## [Task requirements]
Can you write out every line from the start of the records below through the line containing "margin:0; font-family:Roboto,sans-serif; background:var(--page);", leaving out any pictures?

## [Stored data entries]
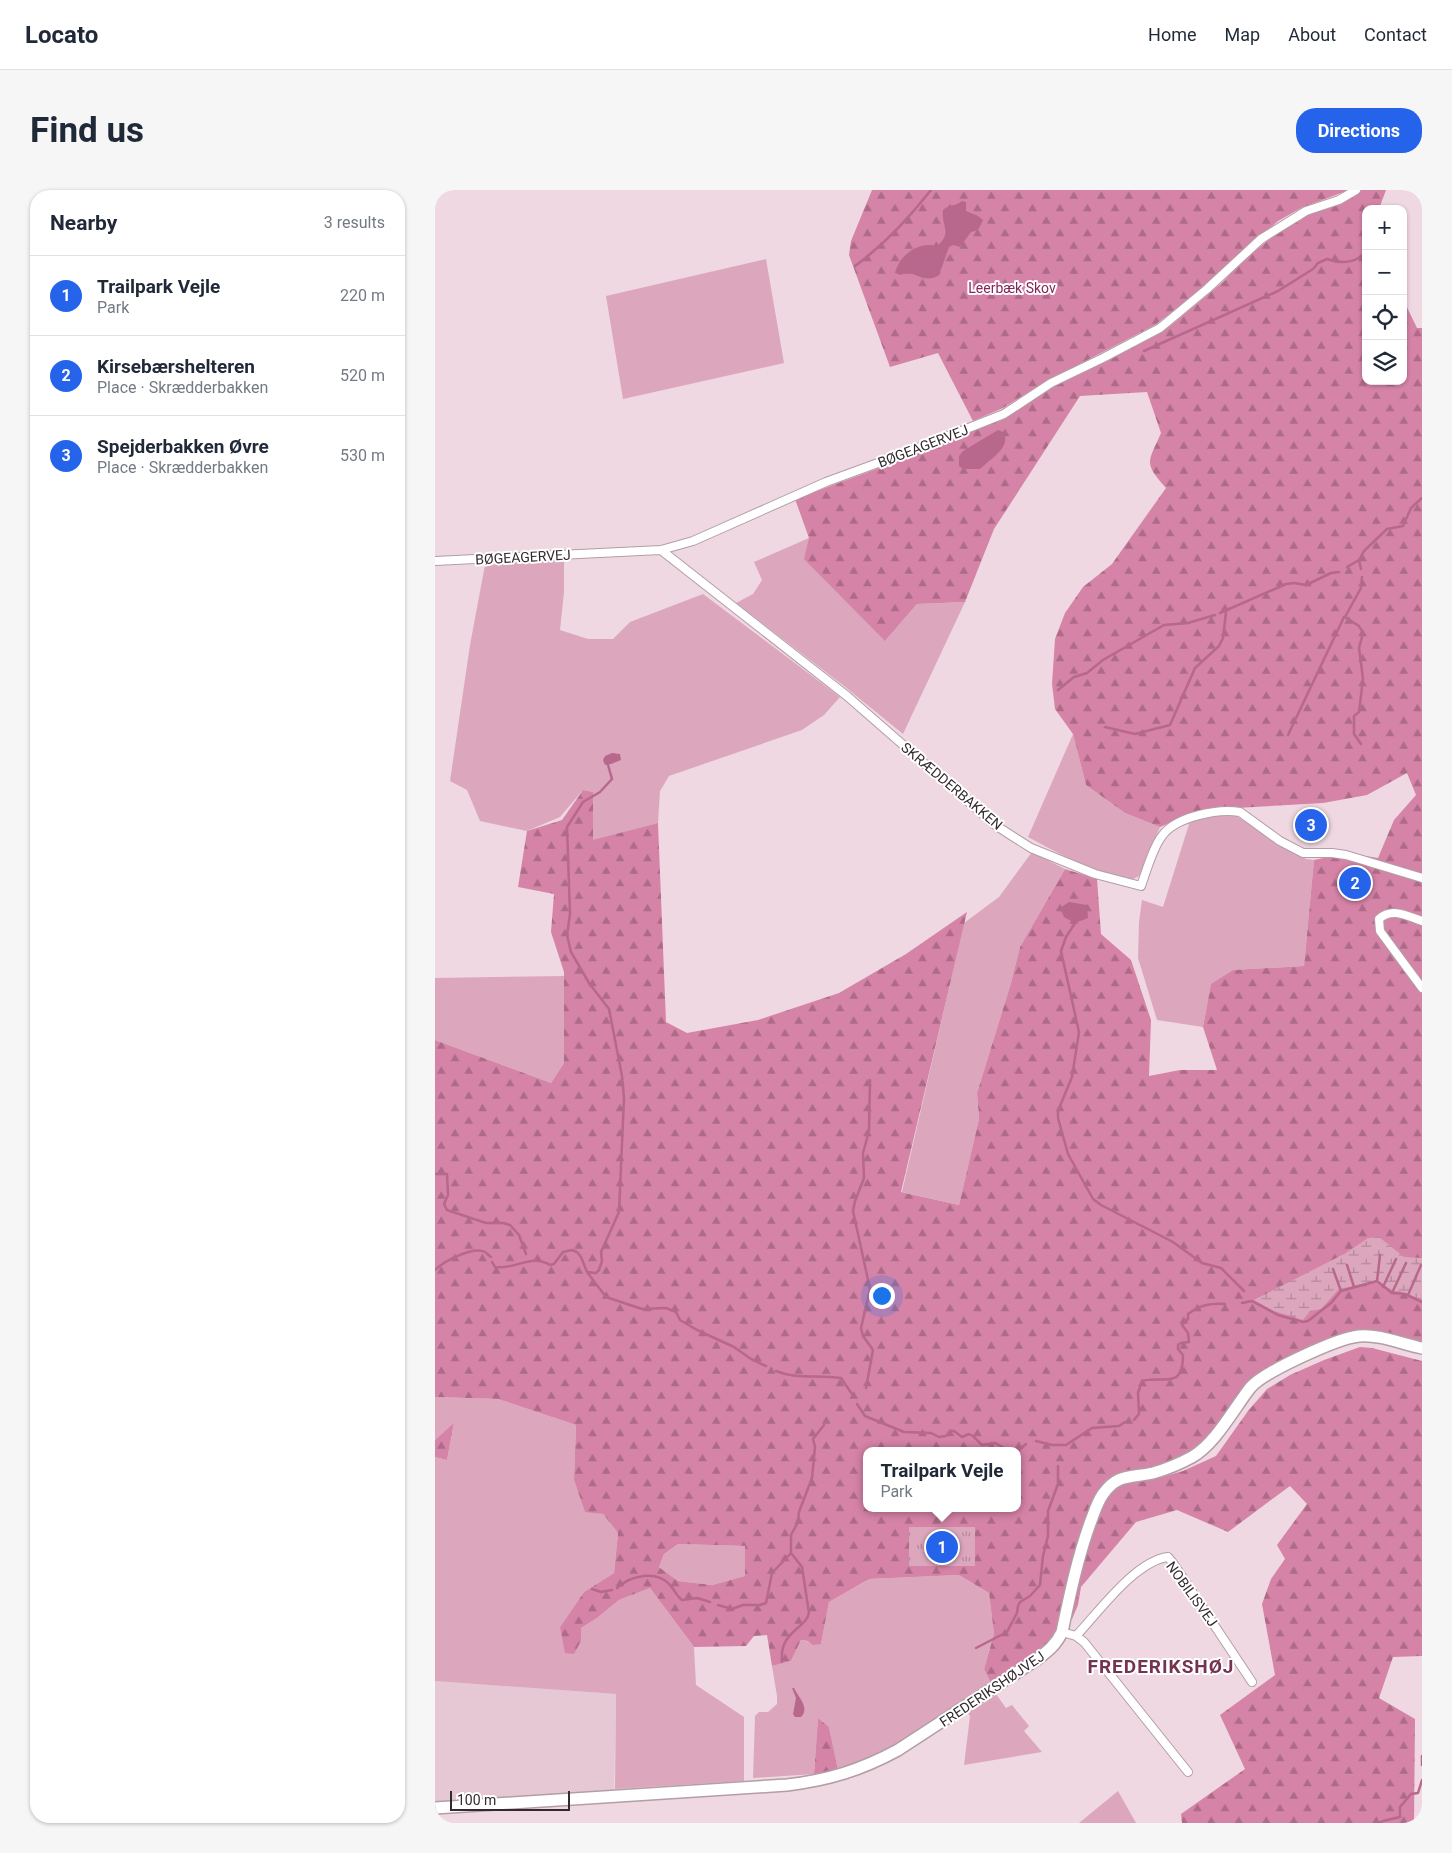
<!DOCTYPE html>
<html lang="en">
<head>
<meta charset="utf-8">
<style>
  :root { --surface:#fff; --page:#f6f6f7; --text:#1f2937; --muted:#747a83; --line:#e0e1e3; --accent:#2563eb }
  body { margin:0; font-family:Roboto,sans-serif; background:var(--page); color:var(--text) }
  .controls { position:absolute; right:15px; top:15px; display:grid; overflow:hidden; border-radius:10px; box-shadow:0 1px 4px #0004 }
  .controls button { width:45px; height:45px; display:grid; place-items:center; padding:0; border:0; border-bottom:1px solid var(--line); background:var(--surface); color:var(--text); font:25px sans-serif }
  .scale { position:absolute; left:15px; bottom:12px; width:120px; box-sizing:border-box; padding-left:5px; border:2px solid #322a2d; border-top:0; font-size:14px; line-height:18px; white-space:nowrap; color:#322a2d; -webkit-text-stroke:4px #fff; paint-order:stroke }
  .you { position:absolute; left:446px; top:1105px; width:18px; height:18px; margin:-12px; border:4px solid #fff; border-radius:50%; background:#1a73e8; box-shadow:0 0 0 8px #1a73e833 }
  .badge { display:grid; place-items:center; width:32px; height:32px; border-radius:50%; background:var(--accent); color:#fff; font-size:16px; font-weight:700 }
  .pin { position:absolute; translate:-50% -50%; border:2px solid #fff; box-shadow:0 1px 5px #0006 }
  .popup { position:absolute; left:428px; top:1257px; width:158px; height:65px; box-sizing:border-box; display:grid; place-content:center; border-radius:10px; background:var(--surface); filter:drop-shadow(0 1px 4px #0005); font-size:16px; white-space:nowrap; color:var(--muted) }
  .popup b { font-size:19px; color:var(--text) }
  .popup::after { content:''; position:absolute; left:50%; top:100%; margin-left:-10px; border:10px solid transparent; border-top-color:var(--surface) }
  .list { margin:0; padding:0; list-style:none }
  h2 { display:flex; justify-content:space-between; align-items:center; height:65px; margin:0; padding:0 20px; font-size:21px }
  h2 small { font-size:16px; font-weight:400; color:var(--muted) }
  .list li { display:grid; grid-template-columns:32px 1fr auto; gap:15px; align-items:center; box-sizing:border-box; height:80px; padding:0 20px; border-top:1px solid var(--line) }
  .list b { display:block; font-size:19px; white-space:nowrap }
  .list p { margin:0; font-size:16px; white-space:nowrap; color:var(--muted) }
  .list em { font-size:16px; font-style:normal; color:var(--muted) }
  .icon { flex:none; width:28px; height:28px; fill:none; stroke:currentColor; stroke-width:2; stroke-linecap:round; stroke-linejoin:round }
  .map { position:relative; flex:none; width:987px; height:1633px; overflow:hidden; border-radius:20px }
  header { display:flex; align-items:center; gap:30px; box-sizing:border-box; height:70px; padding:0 25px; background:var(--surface); border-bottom:1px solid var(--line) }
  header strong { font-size:24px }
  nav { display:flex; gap:28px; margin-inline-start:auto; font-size:18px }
  .intro { display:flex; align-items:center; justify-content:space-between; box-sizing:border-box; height:120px; padding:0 30px }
  h1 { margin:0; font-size:35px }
  .button { padding:12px 22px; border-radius:20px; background:var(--accent); color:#fff; font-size:18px; font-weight:700 }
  main { display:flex; gap:30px; padding:0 30px }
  aside { flex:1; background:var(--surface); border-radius:20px; box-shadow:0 1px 4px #0004 }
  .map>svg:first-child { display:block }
  .built { fill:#e6c8d4 }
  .grass { fill:#dca7bd }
  .forest { fill:url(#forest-firs); fill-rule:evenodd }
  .wetland { fill:url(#wetland-marsh) }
  .park { fill:url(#park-tufts) }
  .water { fill:#b8688c }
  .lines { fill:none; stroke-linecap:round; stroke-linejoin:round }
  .stream { stroke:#b8688c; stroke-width:2.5 }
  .street-casing { stroke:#b39ea6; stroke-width:10 }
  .secondary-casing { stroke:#b39ea6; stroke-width:14 }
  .street { stroke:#fff; stroke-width:8 }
  .secondary { stroke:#fff; stroke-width:11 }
  .labels { text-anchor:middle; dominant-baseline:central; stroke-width:4; stroke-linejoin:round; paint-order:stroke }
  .park-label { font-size:14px; fill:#852457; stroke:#fff }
  .street-label { font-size:14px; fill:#322a2d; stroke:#fff }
  .district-label { font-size:19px; font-weight:bold; letter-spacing:1px; fill:#753352; stroke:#fff }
</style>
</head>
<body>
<header>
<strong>Locato</strong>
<nav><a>Home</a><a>Map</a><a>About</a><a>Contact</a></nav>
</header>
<div class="intro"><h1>Find us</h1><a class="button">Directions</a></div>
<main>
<aside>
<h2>Nearby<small>3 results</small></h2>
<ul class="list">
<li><span class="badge">1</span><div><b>Trailpark Vejle</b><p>Park</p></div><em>220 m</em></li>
<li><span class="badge">2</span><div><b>Kirsebærshelteren</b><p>Place · Skrædderbakken</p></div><em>520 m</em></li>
<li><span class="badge">3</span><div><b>Spejderbakken Øvre</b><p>Place · Skrædderbakken</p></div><em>530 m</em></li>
</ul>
</aside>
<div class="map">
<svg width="987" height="1633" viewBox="0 0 987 1633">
  <defs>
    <pattern id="forest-firs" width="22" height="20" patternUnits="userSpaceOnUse" patternTransform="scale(1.25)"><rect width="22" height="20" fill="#d583a7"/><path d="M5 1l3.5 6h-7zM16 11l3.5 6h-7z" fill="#ad6b88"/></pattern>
    <pattern id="wetland-marsh" width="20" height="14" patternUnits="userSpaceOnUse" patternTransform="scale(1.25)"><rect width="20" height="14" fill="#dca7bd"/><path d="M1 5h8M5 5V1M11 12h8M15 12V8" fill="none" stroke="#b3889a"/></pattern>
    <pattern id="park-tufts" width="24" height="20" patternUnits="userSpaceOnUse" patternTransform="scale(1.25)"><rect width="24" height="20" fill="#dca7bd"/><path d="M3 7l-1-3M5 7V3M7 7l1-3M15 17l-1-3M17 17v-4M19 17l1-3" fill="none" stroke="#b3889a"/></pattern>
  </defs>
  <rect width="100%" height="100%" fill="#efd8e1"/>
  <path class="built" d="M 0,1491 L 181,1504 L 179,1604 L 0,1615 Z"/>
  <path class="grass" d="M 331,69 L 349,173 L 188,209 L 171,106 Z
    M 374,348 L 451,450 L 482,414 L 530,412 L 468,544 L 409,496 L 301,413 L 318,404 L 327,390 L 319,372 Z
    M 129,369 L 129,402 L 125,440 L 153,449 L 178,449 L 195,432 L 268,404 L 405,507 L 389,525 L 367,540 L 234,586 L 225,601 L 223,633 L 158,651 L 158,602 L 148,600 L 125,627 L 92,641 L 45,631 L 32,600 L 15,591 L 35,455 L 50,375 Z
    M 638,544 L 651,595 L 690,623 L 725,637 L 704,686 C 700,688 697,690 693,690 C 664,687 620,661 593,647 Z
    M 798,624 L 871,669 L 879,670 L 869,776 L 798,780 L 776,795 L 768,837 L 722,830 L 703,768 L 704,732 L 707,710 L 728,717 L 755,631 L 774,626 Z
    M 597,662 L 630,679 L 585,757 L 576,793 L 542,903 L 544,929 L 524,1015 L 467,1002 L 529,733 L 564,707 Z
    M 129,786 L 129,873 L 116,893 L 0,850 L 0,788 Z
    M 0,1207 L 63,1209 L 141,1235 L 139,1290 L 150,1321 L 168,1324 L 183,1343 L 179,1383 L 149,1402 L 125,1437 L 146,1451 L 146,1438 L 162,1428 L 184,1410 L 215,1398 L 259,1457 L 261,1495 L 309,1527 L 309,1591 L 180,1599 L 181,1504 L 0,1491 L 0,1267 L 12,1270 L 19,1234 L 0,1250 Z
    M 243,1354 L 310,1356 L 310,1386 L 277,1395 L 243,1391 L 224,1377 L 229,1364 Z
    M 524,1385 L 554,1403 L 559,1444 L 549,1479 L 556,1493 L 450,1561 L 403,1580 L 394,1537 L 383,1528 L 379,1584 L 318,1588 L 320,1526 L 324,1522 L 333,1522 L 342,1514 L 342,1506 L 337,1476 L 356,1471 L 366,1450 L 386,1454 L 394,1412 L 434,1389 Z
    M 561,1504 L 571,1518 L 577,1515 L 594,1536 L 589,1541 L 607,1562 L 529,1575 L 535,1526 L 531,1520 Z
    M 683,1601 L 701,1633 L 644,1633 Z"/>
  <path class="forest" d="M 437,0 L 914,0 L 866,18 L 843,31 L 757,107 L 720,135 L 608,193 L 568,218 L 538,231 L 503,163 L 455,177 L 414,65 L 416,51 Z
    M 925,0 L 951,0 L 944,19 L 931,19 L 931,191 L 968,191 L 968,109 L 982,138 L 987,138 L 987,1154 L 926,1142 L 832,1177 C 798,1201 785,1244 749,1267 C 726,1281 684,1277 668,1296 L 623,1436 L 613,1454 L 556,1493 L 549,1479 L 559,1444 L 554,1403 L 524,1385 L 434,1389 L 394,1412 L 386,1454 L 378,1455 L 373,1451 L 366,1450 L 356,1471 L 337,1476 L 332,1445 L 319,1446 L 311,1456 L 259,1457 L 215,1398 L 184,1410 L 162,1428 L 146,1438 L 146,1451 L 139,1464 L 130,1463 L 125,1437 L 149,1402 L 179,1383 L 183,1343 L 168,1324 L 150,1322 L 139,1290 L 141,1235 L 63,1209 L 0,1207 L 0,850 L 116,893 L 129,873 L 129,782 L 116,742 L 119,704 L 83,697 L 92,641 L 127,630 L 148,600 L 158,602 L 158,650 L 223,633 L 231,832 L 252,843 L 323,830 L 404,803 L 471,764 L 532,722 L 466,1002 L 524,1015 L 544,929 L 542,903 L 576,793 L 585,757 L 630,679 L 662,689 L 666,744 L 696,770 L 716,830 L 714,886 L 745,880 L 782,880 L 768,837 L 776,794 L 798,780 L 869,776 L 879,670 L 912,663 L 943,668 L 959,630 L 981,605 L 972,583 L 932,605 L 888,613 L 765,620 L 725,637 L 690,623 L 651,595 L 638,544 L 620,519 L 617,494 L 620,449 L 630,423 L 648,397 L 677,374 L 731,298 C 708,272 713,273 726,243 L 712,202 L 645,206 L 559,339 L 530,412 L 482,414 L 450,451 L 369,369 L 374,348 L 360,309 L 493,260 L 571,227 L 620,196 L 735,136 L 789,91 L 806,72 L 846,40 L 868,27 L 912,10 ZM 432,1261 L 582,1261 L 582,1318 L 432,1318 ZM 243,1354 L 310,1356 L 310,1386 L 277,1395 L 243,1391 L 224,1377 L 229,1364 Z
    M 925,1157 L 937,1158 L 987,1171 L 987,1466 L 958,1467 L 944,1508 L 980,1529 L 979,1633 L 747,1633 L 746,1624 L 810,1579 L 785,1525 L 840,1485 L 827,1414 L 836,1389 L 850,1369 L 842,1355 L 872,1314 L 855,1296 L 793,1342 L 742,1320 L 701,1332 L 646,1397 L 643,1415 L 637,1429 L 635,1427 L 653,1356 L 671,1308 L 681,1297 L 698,1290 L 723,1288 L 748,1281 L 781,1266 L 813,1221 L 832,1199 L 855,1185 L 889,1170 Z
    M 19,1233 L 12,1270 L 0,1267 L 0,1250 Z
    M 383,1528 L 394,1537 L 403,1580 L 379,1584 Z"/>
  <path class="wetland" d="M 944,1047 L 969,1067 L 987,1068 L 987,1110 L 964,1101 L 959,1101 L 941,1091 L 904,1099 L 886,1119 L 875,1121 L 868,1130 L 839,1121 L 819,1110 L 911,1063 L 933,1048 Z"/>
  <path class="park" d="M 474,1337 L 540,1337 L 540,1376 L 474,1376 Z"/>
  <path class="water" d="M 527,11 L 531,12 L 531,21 L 543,26 L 548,30 L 543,40 L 536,42 L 525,57 L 518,55 L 514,57 L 504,85 C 487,96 478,77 466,85 L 460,83 C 465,64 484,51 502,56 C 518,43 506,36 508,20 C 513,15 522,16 527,11 Z
    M 563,240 L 568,242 C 577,257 555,269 545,279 L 528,279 L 524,276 L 524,266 L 528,261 Z
    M 177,563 L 185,564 L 186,570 L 176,574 L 170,575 L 168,570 L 170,566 Z
    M 634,712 L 652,715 L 653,728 L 640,733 L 629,727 L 625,718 Z
    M 359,1498 C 364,1508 375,1518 366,1527 L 360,1527 L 358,1524 L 361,1508 L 357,1498 Z"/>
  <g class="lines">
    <path class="stream" d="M 420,76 C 449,55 474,28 496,0
      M 709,161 L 843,101 L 878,79 L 883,73 L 892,69 C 902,73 919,74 927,65 L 931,64
      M 924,370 L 926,379
      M 912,377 L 924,370 L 929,361 L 952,339 L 968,336 L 976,318 L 987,308
      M 785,423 L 851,394 L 859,393 L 871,395 L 896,383 L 904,382
      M 623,500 L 639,487 L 652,483 L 668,470 L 729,435 L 753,433 L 780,425
      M 670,537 L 700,544 L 735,535 L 760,478 L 784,456 L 788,448 L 791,422
      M 853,545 L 909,427
      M 926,554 L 919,544 L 919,526 L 924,522 L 928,489 L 924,458 L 928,443 L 924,436 L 910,427 L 926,398 L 927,387
      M 640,733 L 631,747 L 626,761 L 644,842 L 637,887 L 623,921 L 623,928 L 633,964 L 658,1009 L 666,1015 L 738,1052 L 767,1073 L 786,1078 L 809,1101
      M 0,984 L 12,984 L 13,1005 L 9,1014 L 12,1020 L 51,1033 L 68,1033 L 75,1035 L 84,1045 L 91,1064
      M 57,1072 L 60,1077 C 81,1080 96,1063 115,1075 L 119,1074 L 128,1062 L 137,1060 L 142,1062 L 146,1067 L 152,1082 L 171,1107 L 207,1119 L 231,1118 L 241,1122 L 245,1130 L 262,1140 L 299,1157 L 316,1169 L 331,1176
      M 912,1075 L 919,1097
      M 898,1079 L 906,1101
      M 0,1080 C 9,1071 38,1056 50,1062 C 52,1063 54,1066 56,1067
      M 152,1082 L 161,1083 L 164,1080 L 167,1071 L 166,1062 L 184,1022 L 189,908 L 187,886 L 174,819 L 154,793 L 136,762 L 132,745 L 135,724 L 132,637 L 148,612 L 165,602 L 177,589 L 173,575
      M 942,1091 L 945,1065
      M 948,1097 L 961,1069
      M 957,1103 L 971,1073
      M 973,1105 L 986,1075
      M 807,1113 L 817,1111 L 843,1125 L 868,1132 L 873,1131 L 896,1113 L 906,1101 L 942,1091 L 957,1103 L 970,1104 L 987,1112
      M 341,1181 C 362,1190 384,1184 406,1188 L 417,1204
      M 431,1198 L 438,1160 L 428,1146 L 426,1138 L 435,1099 L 418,1021 L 420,1011 L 429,988 L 428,963 L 434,941 L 435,890
      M 422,1214 L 430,1226 L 469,1242 L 496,1243 L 504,1247 L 511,1246 L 515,1241 L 519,1241 L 527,1247 L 534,1244 L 538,1246 L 547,1255 L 560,1253 L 575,1261
      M 699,1230 L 704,1224 L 703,1203 L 707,1191 C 728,1185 748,1201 748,1165 L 743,1159 L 743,1155 L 746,1153 L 754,1152 L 753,1143 L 747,1135 L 753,1129 L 753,1124 C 765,1115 775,1113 790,1114
      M 601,1251 L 617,1255 L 631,1255 L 657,1238 L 684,1236 L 690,1232
      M 579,1261 L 584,1260 L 591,1254
      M 182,1398 C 196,1385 222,1380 235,1395 C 240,1400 241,1406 247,1410 L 262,1408 L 275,1412
      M 157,1399 L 166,1402 L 177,1400
      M 283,1415 L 297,1419 L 308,1415 L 325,1415 L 331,1413 L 337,1383 L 356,1363 L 356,1345 L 363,1332 L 364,1322 L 377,1288 L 380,1257 L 378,1249 L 389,1235
      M 541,1458 L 572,1442 L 582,1423 L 583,1416 L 585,1412 L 595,1406 L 605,1395 L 608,1366 L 613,1346 L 613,1321 L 623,1294 L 623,1276
      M 347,1472 C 344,1441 371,1439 374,1423 L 367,1377 L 356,1363
      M 987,1566 L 987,1575
      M 944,1633 L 948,1631 L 965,1627 L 965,1617 L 976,1604 L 983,1603 L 987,1590"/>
    <g class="street-casing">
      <path id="street" d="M 226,360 L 412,506 L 560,635 L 596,658 L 660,684 L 706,696 C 711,682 718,657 727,646 C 740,627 783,618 805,622 L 845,651 L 868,663 L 897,663 L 911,665 L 987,688
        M 0,371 L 226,360 L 258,351 L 391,292 L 473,262 L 569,224 L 616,193 L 668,168 L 725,138 L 772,99 L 826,49 L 871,21 L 904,10 L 921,0
        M 987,731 C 972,726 957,717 944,729 L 945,741 L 987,798
        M 627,1442 L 641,1446 L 649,1452 L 753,1582
        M 641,1446 C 663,1423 700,1371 733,1367 L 738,1373 L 817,1492"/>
    </g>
    <g class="secondary-casing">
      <path id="secondary" d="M 0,1618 L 352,1595 C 394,1590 426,1580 463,1560 L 601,1470 C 612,1462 621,1455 627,1442 C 635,1404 643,1365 657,1328 C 660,1320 663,1311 668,1304 C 683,1283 696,1288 718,1283 C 732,1279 744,1274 757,1267 C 780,1254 798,1220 815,1198 C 828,1182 903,1148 924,1146 C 944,1144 967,1154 987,1158"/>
    </g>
    <use href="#street" class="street"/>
    <use href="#secondary" class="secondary"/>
  </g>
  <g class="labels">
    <g class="park-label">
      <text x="577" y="98">Leerbæk Skov</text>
    </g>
    <g class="street-label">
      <text transform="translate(488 256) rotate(-21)">BØGEAGERVEJ</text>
      <text transform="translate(88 367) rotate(-3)">BØGEAGERVEJ</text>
      <text transform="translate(517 596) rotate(40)">SKRÆDDERBAKKEN</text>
      <text transform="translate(757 1404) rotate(54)">NOBILISVEJ</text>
      <text transform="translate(557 1499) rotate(-34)">FREDERIKSHØJVEJ</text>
    </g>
    <g class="district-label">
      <text x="726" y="1476">FREDERIKSHØJ</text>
    </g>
  </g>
</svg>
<div class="controls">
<button>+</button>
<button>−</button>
<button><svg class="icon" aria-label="locate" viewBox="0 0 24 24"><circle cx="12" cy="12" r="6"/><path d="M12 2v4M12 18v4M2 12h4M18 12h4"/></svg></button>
<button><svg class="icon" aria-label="layers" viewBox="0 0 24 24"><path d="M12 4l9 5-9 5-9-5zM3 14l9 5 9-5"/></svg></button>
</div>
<div class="scale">100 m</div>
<div class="you"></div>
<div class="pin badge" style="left:507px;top:1357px">1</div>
<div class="popup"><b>Trailpark Vejle</b>Park</div>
<div class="pin badge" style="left:920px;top:693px">2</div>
<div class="pin badge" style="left:876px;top:635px">3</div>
</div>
</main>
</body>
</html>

## [Answer]
<!DOCTYPE html>
<html lang="en">
<head>
<meta charset="utf-8">
<style>
  :root { --surface:#fff; --page:#f6f6f7; --text:#1f2937; --muted:#747a83; --line:#e0e1e3; --accent:#2563eb }
  body { margin:0; font-family:Roboto,sans-serif; background:var(--page); color:var(--text) }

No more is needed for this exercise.